Towards Scalable and Interpretable Mobile App Risk Analysis via Large Language Models
Yu Yang, Zhenyuan Li, Xiandong Ran, Jiahao Liu, Jiahui Wang, Bo Yu, Shouling Ji

TL;DR
This paper introduces Mars, a system utilizing Large Language Models to automate mobile app risk analysis, significantly improving efficiency and accuracy over manual vetting processes.
Contribution
Mars is the first system to combine LLMs with a risk identification tree for scalable, interpretable, and automated mobile app risk assessment.
Findings
Achieved an F1-score of 0.838 in risk identification.
Attained an F1-score of 0.934 in evidence retrieval.

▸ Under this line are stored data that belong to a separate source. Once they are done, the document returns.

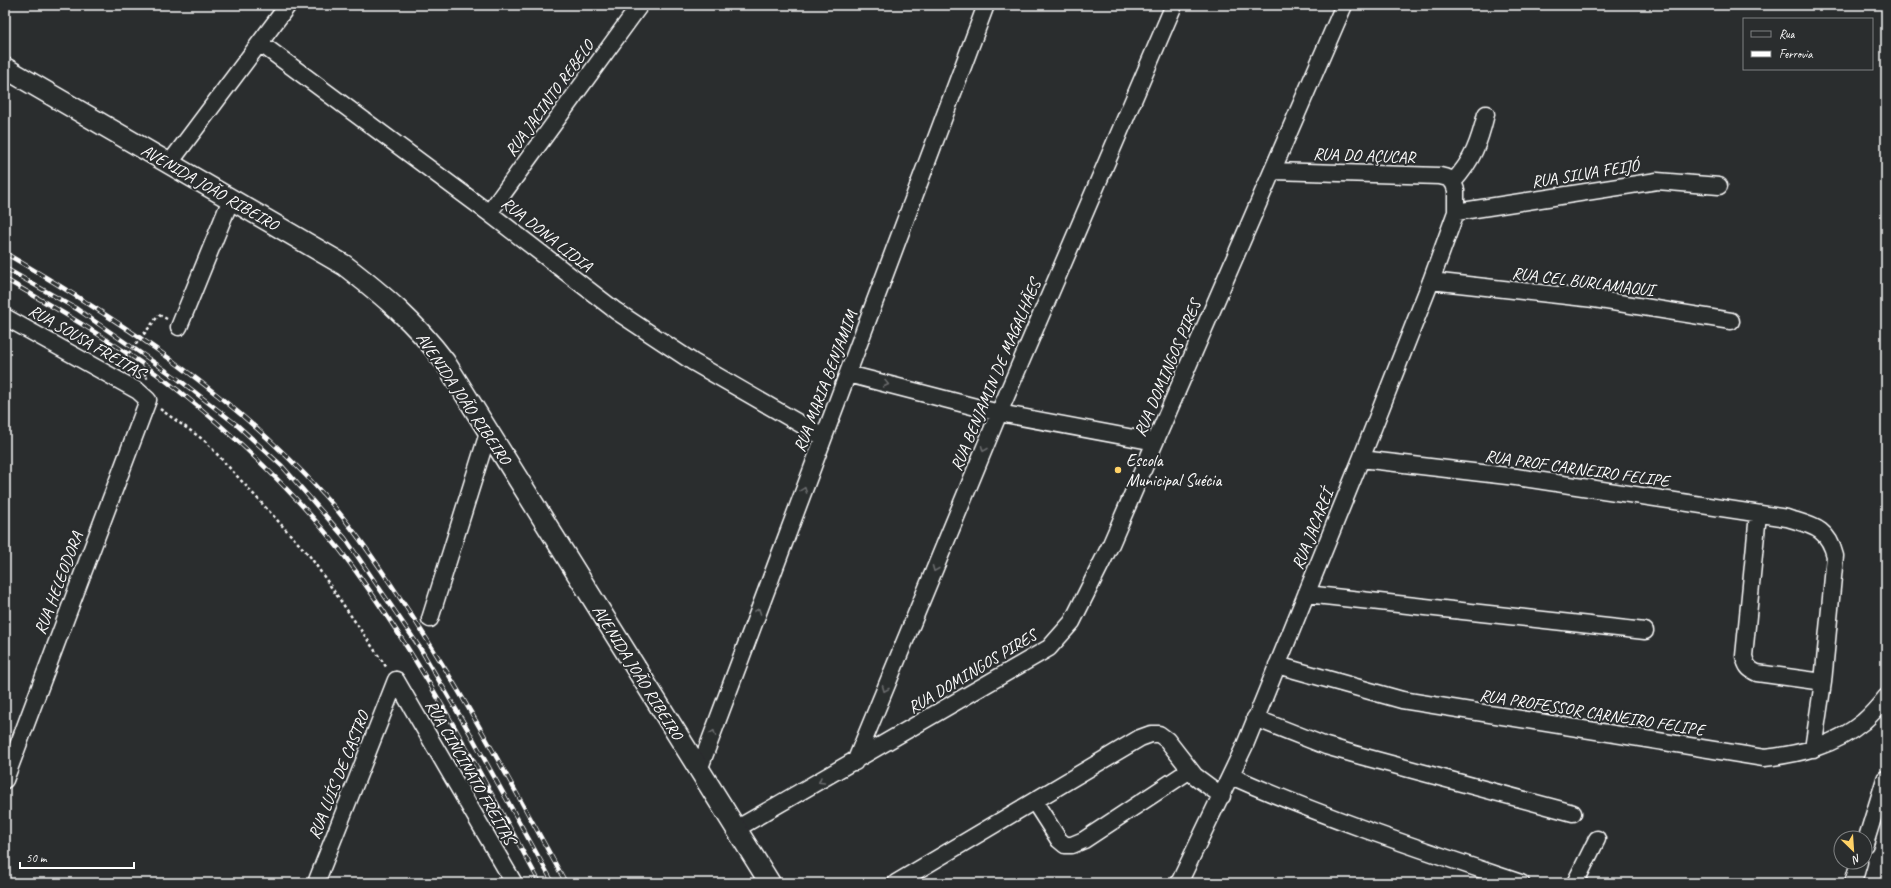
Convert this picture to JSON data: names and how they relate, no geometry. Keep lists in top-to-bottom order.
{
  "streets": {
    "main road": ["AVENIDA JOÃO RIBEIRO"],
    "street": [
      "RUA JACINTO REBELO",
      "RUA DO AÇUCAR",
      "RUA SILVA FEIJÓ",
      "RUA DONA LIDIA",
      "RUA CEL BURLAMAQUI",
      "RUA SOUSA FREITAS",
      "RUA DOMINGOS PIRES",
      "RUA BENJAMIN DE MAGALHÃES",
      "RUA MARIA BENJAMIM",
      "RUA PROF CARNEIRO FELIPE",
      "RUA JACAREÍ",
      "RUA HELEODORA",
      "RUA PROFESSOR CARNEIRO FELIPE",
      "RUA CINCINATO FREITAS",
      "RUA LUÍS DE CASTRO"
    ]
  },
  "crossings": [
    ["RUA JACINTO REBELO", "RUA DONA LIDIA"],
    ["RUA DO AÇUCAR", "RUA DOMINGOS PIRES"],
    ["RUA DO AÇUCAR", "RUA JACAREÍ"],
    ["RUA SILVA FEIJÓ", "RUA JACAREÍ"],
    ["AVENIDA JOÃO RIBEIRO", "RUA DOMINGOS PIRES"],
    ["AVENIDA JOÃO RIBEIRO", "RUA MARIA BENJAMIM"],
    ["RUA DONA LIDIA", "RUA MARIA BENJAMIM"],
    ["RUA CEL BURLAMAQUI", "RUA JACAREÍ"],
    ["RUA SOUSA FREITAS", "RUA HELEODORA"],
    ["RUA DOMINGOS PIRES", "RUA BENJAMIN DE MAGALHÃES"],
    ["RUA PROF CARNEIRO FELIPE", "RUA JACAREÍ"],
    ["RUA PROF CARNEIRO FELIPE", "RUA PROFESSOR CARNEIRO FELIPE"],
    ["RUA JACAREÍ", "RUA PROFESSOR CARNEIRO FELIPE"],
    ["RUA CINCINATO FREITAS", "RUA LUÍS DE CASTRO"]
  ],
  "one_way": ["RUA BENJAMIN DE MAGALHÃES", "RUA MARIA BENJAMIM"],
  "places": ["Escola Municipal Suécia"],
  "legend": ["Rua", "Ferrovia"],
  "scale_bar": "50 m",
  "north": "bottom right"
}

User study showed 60-90% efficiency gains.
Abstract
Mobile application marketplaces are responsible for vetting apps to identify and mitigate security risks. Current vetting processes are labor-intensive, relying on manual analysis by security professionals aided by semi-automated tools. To address this inefficiency, we propose Mars, a system that leverages Large Language Models (LLMs) for automated risk identification and profiling. Mars is designed to concurrently analyze multiple applications across diverse risk categories with minimal human intervention. To enhance analytical precision and operational efficiency, Mars leverages a pre-constructed risk identification tree to extract relevant indicators from high-dimensional application features. This initial step filters the data, reducing the input volume for the LLM and mitigating the potential for model hallucination induced by irrelevant features. The extracted indicators are then…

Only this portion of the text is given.